* [Task] Search the listing below for lines that hold the word "content", and report only how many there are.

* [Dataset records]
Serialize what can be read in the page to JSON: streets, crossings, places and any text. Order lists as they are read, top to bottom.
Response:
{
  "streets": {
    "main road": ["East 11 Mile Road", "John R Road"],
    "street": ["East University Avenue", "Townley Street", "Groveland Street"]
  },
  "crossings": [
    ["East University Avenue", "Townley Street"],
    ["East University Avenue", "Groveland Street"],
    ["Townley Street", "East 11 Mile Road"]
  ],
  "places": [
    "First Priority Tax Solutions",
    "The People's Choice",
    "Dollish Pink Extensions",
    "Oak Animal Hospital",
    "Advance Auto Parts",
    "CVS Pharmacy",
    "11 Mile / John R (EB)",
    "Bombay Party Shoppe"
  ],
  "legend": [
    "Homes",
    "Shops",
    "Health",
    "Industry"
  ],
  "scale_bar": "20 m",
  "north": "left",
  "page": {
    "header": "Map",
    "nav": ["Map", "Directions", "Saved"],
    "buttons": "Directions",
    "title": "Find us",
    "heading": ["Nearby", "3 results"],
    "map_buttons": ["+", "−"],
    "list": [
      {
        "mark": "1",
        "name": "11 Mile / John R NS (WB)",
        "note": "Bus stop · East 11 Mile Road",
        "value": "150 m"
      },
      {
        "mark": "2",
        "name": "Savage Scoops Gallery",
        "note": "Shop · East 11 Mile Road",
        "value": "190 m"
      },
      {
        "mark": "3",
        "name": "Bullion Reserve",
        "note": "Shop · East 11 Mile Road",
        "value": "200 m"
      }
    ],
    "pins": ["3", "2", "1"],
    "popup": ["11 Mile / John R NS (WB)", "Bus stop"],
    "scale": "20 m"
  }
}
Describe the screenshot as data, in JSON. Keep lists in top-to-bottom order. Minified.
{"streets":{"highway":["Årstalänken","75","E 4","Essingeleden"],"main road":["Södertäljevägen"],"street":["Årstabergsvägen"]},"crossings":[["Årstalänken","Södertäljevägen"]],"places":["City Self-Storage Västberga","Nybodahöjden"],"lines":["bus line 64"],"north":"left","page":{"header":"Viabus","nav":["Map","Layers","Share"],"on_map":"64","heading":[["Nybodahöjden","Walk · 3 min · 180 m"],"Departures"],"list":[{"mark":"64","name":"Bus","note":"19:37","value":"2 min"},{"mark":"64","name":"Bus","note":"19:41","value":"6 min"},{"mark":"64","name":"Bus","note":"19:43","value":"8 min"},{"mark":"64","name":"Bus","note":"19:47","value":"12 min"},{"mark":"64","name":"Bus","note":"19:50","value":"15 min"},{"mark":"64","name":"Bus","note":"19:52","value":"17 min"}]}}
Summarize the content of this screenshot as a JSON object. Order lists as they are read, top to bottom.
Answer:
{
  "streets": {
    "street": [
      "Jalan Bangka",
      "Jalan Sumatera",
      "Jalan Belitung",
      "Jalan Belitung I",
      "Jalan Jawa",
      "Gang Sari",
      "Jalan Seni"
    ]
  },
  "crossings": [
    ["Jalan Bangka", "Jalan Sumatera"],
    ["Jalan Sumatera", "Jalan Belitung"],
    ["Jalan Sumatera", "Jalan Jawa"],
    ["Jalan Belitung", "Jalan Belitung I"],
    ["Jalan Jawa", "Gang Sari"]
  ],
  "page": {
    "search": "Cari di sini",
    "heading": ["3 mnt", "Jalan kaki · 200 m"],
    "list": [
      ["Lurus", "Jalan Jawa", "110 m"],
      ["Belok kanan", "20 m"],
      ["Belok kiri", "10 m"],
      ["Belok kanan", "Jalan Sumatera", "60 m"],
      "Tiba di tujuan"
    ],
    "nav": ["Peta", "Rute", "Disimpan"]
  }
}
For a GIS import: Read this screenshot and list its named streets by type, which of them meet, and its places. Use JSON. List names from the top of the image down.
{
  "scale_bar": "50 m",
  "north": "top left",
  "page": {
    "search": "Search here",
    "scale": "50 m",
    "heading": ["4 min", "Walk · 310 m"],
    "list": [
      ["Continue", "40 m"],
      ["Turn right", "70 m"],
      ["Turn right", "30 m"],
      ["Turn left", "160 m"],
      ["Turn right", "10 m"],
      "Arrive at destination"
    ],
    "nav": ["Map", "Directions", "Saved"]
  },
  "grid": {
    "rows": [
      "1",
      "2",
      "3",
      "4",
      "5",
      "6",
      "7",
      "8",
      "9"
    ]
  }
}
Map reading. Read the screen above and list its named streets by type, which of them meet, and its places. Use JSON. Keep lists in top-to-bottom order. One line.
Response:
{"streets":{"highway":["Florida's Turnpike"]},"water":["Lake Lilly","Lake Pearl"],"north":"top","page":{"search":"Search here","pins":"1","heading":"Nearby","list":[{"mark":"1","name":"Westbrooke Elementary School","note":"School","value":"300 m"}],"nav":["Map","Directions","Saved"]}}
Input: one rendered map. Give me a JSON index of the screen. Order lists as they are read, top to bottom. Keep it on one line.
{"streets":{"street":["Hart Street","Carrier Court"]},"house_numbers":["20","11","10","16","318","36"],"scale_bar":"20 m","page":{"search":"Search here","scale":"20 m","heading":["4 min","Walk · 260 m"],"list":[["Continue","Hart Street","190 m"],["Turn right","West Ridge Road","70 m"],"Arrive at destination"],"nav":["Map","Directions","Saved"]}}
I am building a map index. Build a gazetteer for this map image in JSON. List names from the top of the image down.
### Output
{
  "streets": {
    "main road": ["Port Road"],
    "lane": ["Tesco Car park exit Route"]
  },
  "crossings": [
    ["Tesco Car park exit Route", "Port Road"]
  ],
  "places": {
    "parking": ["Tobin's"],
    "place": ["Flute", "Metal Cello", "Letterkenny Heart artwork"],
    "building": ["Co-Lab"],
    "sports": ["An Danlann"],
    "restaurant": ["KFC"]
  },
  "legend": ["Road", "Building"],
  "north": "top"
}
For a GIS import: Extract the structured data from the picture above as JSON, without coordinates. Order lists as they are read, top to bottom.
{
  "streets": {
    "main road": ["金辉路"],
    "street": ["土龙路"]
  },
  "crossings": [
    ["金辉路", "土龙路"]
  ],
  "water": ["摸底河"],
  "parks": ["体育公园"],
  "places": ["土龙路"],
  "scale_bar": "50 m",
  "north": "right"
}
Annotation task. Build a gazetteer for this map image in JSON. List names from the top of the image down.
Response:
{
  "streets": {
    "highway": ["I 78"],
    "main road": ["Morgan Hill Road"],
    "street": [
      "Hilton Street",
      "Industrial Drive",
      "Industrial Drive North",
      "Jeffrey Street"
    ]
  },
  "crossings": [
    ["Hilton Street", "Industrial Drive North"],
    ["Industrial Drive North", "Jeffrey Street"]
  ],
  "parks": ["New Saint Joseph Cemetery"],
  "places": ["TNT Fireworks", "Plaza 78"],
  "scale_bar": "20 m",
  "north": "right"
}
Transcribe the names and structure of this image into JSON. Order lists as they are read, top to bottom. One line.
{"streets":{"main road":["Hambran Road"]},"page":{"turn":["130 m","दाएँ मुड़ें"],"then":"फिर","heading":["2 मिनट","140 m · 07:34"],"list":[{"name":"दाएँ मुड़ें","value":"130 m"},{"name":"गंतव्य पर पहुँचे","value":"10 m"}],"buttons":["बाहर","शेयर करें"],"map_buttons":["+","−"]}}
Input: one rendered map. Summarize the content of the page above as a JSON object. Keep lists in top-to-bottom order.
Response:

* [Completed exercise] 2